Recorded data
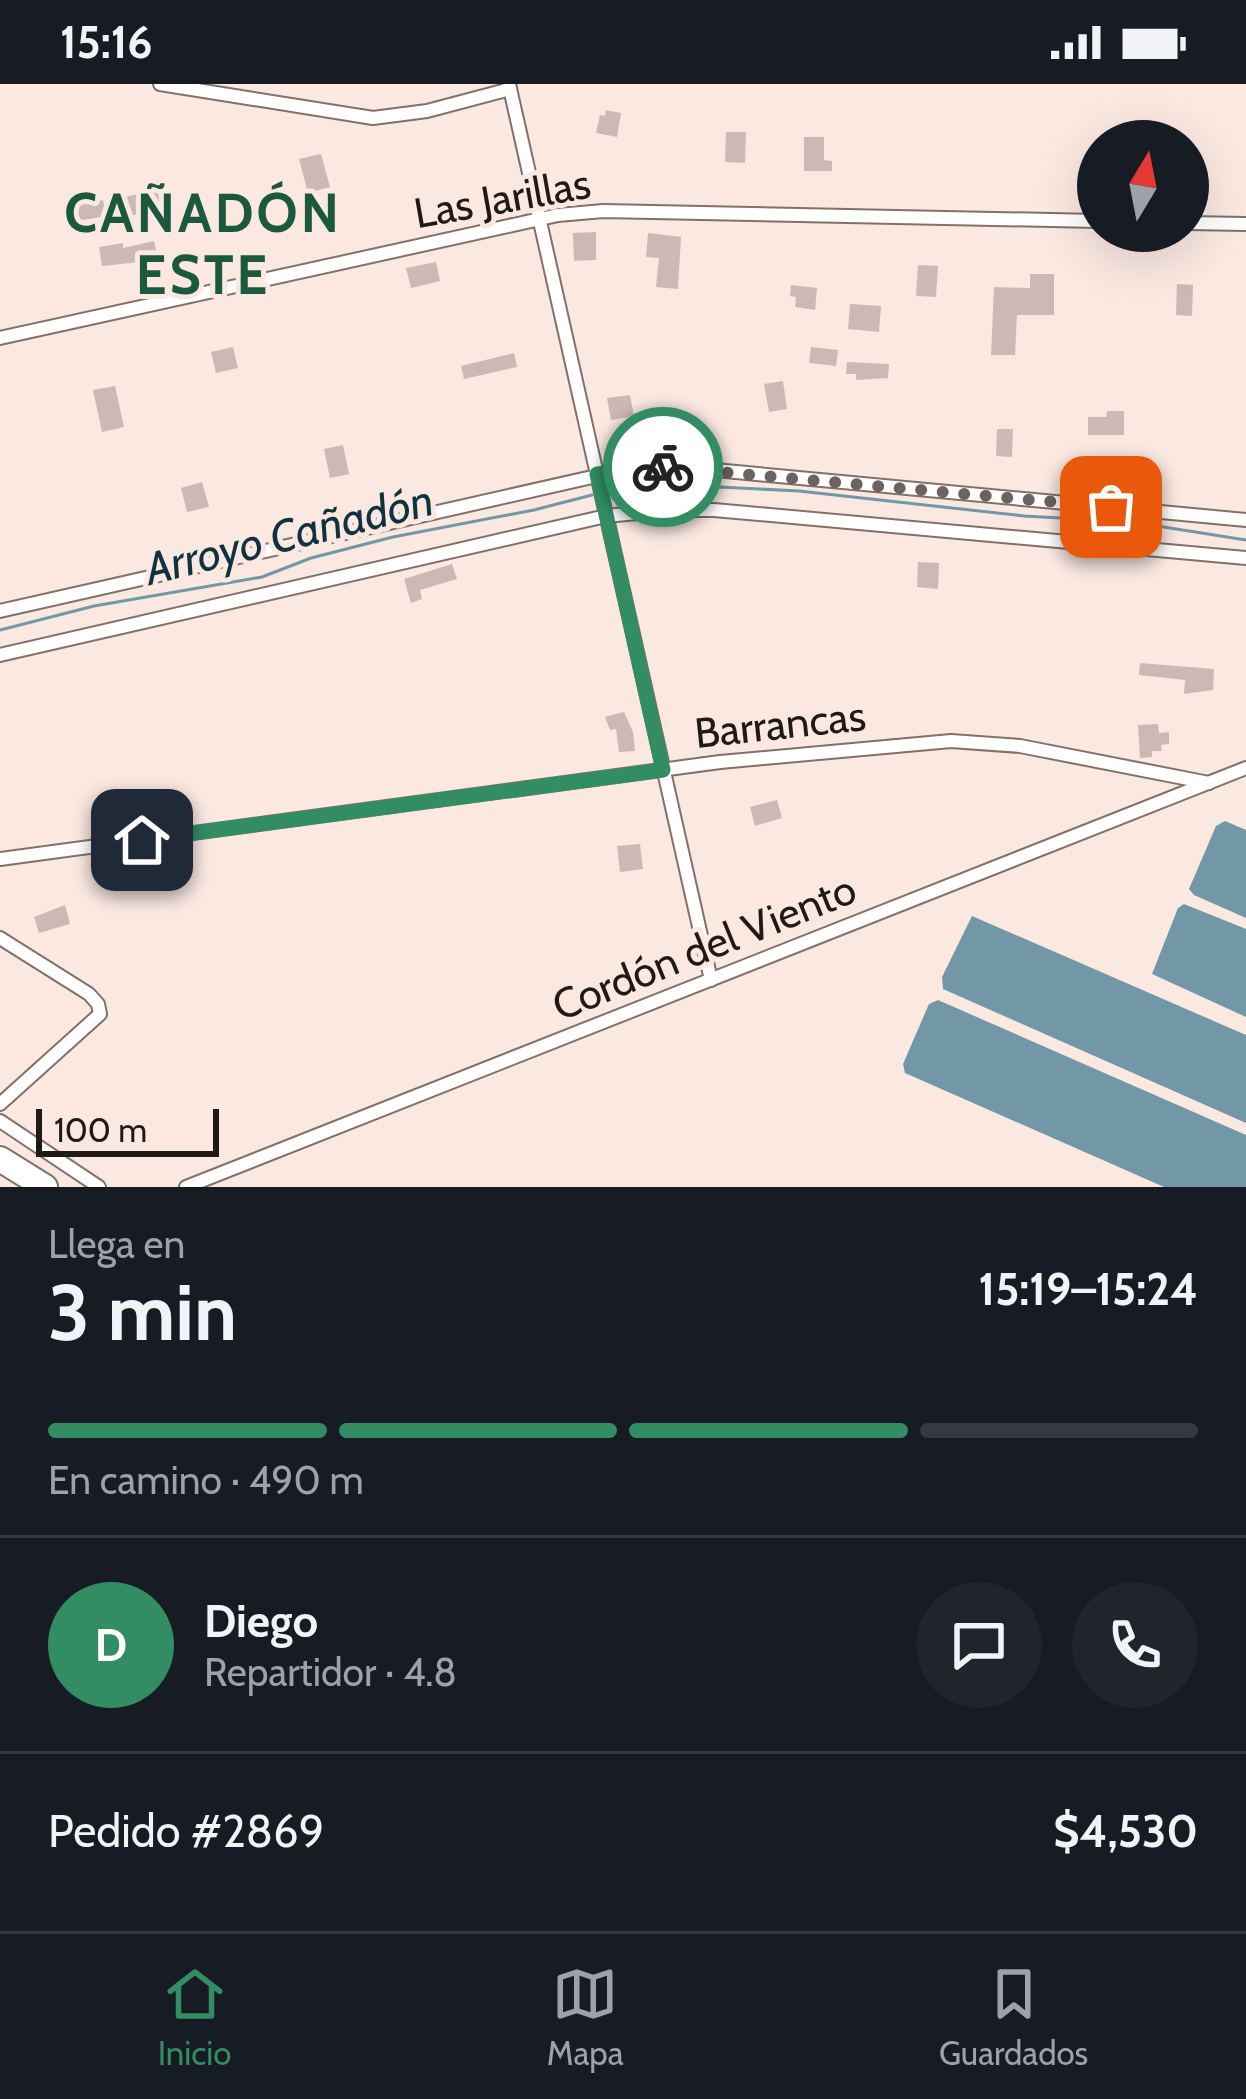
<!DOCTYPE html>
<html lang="es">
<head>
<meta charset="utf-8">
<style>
  body { margin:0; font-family:Cabin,sans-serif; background:#20242c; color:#f1f3f6; height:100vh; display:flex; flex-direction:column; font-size:45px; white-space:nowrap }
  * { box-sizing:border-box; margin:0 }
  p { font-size:39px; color:#9ea1a6 }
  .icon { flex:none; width:66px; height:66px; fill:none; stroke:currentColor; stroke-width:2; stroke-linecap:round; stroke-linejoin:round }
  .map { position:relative; height:1103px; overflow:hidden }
  .panel { display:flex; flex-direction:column; background:#171b24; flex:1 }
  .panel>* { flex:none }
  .needle { width:78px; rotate:10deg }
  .tools { position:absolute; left:1077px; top:36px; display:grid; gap:24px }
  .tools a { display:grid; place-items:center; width:132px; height:132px; border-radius:50%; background:#171b24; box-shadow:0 12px 48px #0002; font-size:60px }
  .scale { position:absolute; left:36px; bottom:30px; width:183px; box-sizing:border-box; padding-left:12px; border:6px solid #201a17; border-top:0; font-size:33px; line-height:42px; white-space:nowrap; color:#201a17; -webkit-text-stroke:9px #fae8e1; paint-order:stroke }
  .pin { position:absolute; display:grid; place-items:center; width:102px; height:102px; color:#fff; margin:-51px; border-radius:24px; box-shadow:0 6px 18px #0006 }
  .courier { position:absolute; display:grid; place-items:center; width:120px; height:120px; margin:-60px; border:9px solid #328d63; border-radius:50%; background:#fff; color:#222; box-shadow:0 3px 15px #0007 }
  .headline em { font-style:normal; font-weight:700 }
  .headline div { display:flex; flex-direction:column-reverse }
  .headline { display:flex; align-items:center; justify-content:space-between; height:204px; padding:0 48px }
  h1 { font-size:78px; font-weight:700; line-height:90px }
  .bar { display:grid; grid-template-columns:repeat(4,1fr); gap:18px 12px; align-content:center; height:144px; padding:0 48px }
  .bar i { height:15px; border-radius:9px; background:#363941 }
  .bar .active { background:#328d63 }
  .bar p { grid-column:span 4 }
  .line { display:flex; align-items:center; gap:30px; padding:0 48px; border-top:3px solid #363941 }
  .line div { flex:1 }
  .round { display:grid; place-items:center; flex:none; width:126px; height:126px; border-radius:63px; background:#20242c }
  .status { display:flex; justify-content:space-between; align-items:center; height:84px; padding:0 60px; background:#171b24; direction:ltr }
  .status svg { height:33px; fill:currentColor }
  .tabs { display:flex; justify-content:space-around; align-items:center; height:168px; border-top:3px solid #363941; background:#171b24; font-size:33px; color:#9ea1a6 }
  .tabs a { display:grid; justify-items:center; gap:6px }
  .tabs .active { color:#328d63 }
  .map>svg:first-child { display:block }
  .water { fill:#7298a8 }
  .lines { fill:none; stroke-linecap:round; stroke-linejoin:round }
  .stream { stroke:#7298a8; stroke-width:3 }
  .building { fill:#ccb9b5 }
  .street-casing { stroke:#81716b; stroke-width:16 }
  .highway-casing { stroke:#81716b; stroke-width:28 }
  .street { stroke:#fff; stroke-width:12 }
  .highway { stroke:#fff; stroke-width:24 }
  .done { stroke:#6c625e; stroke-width:12; stroke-dasharray:0 21.6 }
  .route { stroke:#328d63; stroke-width:15 }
  .labels { text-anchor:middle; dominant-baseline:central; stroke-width:10; stroke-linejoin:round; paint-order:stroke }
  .street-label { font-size:42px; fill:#201a17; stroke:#fae8e1 }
  .water-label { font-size:45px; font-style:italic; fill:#0e323f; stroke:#fae8e1 }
  .district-label { font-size:54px; font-weight:bold; letter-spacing:3px; fill:#1a593d; stroke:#fae8e1 }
</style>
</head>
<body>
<div class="status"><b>15:16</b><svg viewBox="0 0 49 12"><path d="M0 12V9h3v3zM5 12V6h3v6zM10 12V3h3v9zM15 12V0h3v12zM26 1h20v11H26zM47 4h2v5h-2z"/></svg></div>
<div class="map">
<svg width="1246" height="1103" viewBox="0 0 1246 1103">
  <rect width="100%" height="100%" fill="#fae8e1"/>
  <g class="water">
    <path d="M1225 737 1246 746V834L1194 811 1189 805 1216 742Z"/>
    <path d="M1184 820 1246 845V933L1152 890 1178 824Z"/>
    <path d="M972 832 1246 951V1039L943 905 942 893Z"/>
    <path d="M938 916 1246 1051V1103H1164L905 989 903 980 929 920Z"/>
  </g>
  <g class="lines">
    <g class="stream">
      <path d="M605 410H657L720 403 799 407 1024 432 1132 438 1246 456"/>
      <path d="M0 546 94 522 262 493 311 474 393 453 534 426 592 411"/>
    </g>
  </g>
  <g class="building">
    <path d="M606 26 621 29 617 53 596 49 600 31 605 32Z"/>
    <path d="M726 48H746L745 79 725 78Z"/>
    <path d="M804 53H824V76L832 77V87H804Z"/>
    <path d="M321 70 330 103 308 109 299 75Z"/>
    <path d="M157 105 162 124 127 133 122 114Z"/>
    <path d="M103 116 106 132 72 138 69 122Z"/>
    <path d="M596 148V176L574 177 573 149Z"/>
    <path d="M648 149 681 153 678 205 656 203 659 174 646 173Z"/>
    <path d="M154 157 158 176 102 182 99 163 123 159V164Z"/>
    <path d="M436 178 440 197 411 204 406 184Z"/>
    <path d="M918 181 938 182 936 213 916 212Z"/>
    <path d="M1030 190H1054V231H1017L1015 271H991L994 203 1030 204Z"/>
    <path d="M1177 200 1193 201 1192 232 1176 231Z"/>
    <path d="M791 201 817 204 815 226 795 223 796 213 790 212Z"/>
    <path d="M850 220 881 222 879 248 848 245Z"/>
    <path d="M233 263 238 284 216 289 211 268Z"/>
    <path d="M811 263 838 266 836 282 809 279Z"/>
    <path d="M514 269 517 283 464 295 461 282Z"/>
    <path d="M847 278 889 280 888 294 856 296V290H846Z"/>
    <path d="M783 297 787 325 769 328 764 300Z"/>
    <path d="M115 302 124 343 102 348 93 306Z"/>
    <path d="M630 311 634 332 611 336 607 314Z"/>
    <path d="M1107 327H1124V351H1088V333H1106Z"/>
    <path d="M997 345H1013L1012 373 996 372Z"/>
    <path d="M343 361 349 390 330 394 324 365Z"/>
    <path d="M202 398 209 423 187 428 181 404Z"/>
    <path d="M918 478 939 479 938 505 917 503Z"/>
    <path d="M452 480 457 495 420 506 422 515 411 519 404 495Z"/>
    <path d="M1140 579 1214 585 1213 606 1184 610 1185 596 1139 591Z"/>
    <path d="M624 628 633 648 635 667 619 668 616 645 610 646 605 633Z"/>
    <path d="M1158 640 1159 649 1169 648V660L1161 661 1162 667H1152V673L1140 674 1138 641Z"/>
    <path d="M777 716 782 734 755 742 750 723Z"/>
    <path d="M640 760 643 785 620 788 617 762Z"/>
    <path d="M65 821 70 840 39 849 34 833Z"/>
  </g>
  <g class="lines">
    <g class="street-casing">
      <g id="street">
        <path d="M160 0 373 34 427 27 510 5"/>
        <path d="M509 0 711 896"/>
        <path d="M1188 139 1246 140"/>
        <path d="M0 254 558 131 603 127 1098 137"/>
        <path d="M0 527 632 384 704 385 1246 436"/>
        <path d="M0 571 606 432 668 426H714L1246 474"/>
        <path d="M0 775 720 678 951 657 1020 662 1209 699"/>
        <path d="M0 854 89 910 98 920 100 930 0 1020"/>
        <path d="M0 1037 99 1103"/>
        <path d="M186 1103 1246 684"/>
      </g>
    </g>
    <g class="highway-casing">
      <path id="highway" d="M0 1075 45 1103"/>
    </g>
    <use href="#street" class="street"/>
    <use href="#highway" class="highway"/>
  </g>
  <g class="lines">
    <path class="done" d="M663 383 1111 423"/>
    <path class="route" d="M142 756 663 686 597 390 663 383"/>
  </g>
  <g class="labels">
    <g class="street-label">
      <text transform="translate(502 114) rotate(-10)">Las Jarillas</text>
      <text transform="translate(780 640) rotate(-6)">Barrancas</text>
      <text transform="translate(704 863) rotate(-22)">Cordón del Viento</text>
    </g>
    <g class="water-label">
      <text transform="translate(289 450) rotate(-14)">Arroyo Cañadón</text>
    </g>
    <g class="district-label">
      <text x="203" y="129">CAÑADÓN<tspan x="203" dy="62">ESTE</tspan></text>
    </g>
  </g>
</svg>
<div class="tools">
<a><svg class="needle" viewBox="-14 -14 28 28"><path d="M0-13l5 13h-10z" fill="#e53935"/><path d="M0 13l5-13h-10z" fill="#9ea1a6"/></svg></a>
</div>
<div class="scale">100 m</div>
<div class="pin" style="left:1111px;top:423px;background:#ea580c"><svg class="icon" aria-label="bag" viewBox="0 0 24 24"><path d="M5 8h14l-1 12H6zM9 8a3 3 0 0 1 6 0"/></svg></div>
<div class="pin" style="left:142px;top:756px;background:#1f2937"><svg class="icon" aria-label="home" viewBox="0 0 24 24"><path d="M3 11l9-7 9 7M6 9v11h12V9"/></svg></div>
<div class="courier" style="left:663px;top:383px"><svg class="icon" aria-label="bike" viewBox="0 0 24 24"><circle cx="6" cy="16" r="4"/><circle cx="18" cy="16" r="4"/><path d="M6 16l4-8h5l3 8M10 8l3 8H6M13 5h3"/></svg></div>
</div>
<section class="panel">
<div class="headline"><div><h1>3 min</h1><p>Llega en</p></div><em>15:19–15:24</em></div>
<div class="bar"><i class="active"></i><i class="active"></i><i class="active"></i><i></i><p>En camino · 490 m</p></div>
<div class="line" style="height:216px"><b class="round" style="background:#328d63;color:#fff">D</b><div><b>Diego</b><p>Repartidor · 4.8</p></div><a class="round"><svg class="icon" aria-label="chat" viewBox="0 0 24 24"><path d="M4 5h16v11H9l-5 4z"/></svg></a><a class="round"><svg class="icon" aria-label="phone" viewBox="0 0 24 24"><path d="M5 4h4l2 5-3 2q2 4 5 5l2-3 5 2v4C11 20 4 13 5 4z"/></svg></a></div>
<div class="line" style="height:156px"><div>Pedido #2869</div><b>$4,530</b></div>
</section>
<nav class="tabs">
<a class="active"><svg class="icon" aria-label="home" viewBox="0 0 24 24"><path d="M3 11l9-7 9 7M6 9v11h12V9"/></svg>Inicio</a>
<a><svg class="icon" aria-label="map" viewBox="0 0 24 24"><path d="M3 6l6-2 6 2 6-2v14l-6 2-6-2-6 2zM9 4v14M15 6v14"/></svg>Mapa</a>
<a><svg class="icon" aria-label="saved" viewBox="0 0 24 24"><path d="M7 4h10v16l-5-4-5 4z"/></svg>Guardados</a>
</nav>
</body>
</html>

--- Your goal ---
Repeat verbatim the lines between the start of the data and the line containing "position:absolute; left:36px; bottom:30px;", both ends included, omitting all pictures.

--- Answer area ---
<!DOCTYPE html>
<html lang="es">
<head>
<meta charset="utf-8">
<style>
  body { margin:0; font-family:Cabin,sans-serif; background:#20242c; color:#f1f3f6; height:100vh; display:flex; flex-direction:column; font-size:45px; white-space:nowrap }
  * { box-sizing:border-box; margin:0 }
  p { font-size:39px; color:#9ea1a6 }
  .icon { flex:none; width:66px; height:66px; fill:none; stroke:currentColor; stroke-width:2; stroke-linecap:round; stroke-linejoin:round }
  .map { position:relative; height:1103px; overflow:hidden }
  .panel { display:flex; flex-direction:column; background:#171b24; flex:1 }
  .panel>* { flex:none }
  .needle { width:78px; rotate:10deg }
  .tools { position:absolute; left:1077px; top:36px; display:grid; gap:24px }
  .tools a { display:grid; place-items:center; width:132px; height:132px; border-radius:50%; background:#171b24; box-shadow:0 12px 48px #0002; font-size:60px }
  .scale { position:absolute; left:36px; bottom:30px; width:183px; box-sizing:border-box; padding-left:12px; border:6px solid #201a17; border-top:0; font-size:33px; line-height:42px; white-space:nowrap; color:#201a17; -webkit-text-stroke:9px #fae8e1; paint-order:stroke }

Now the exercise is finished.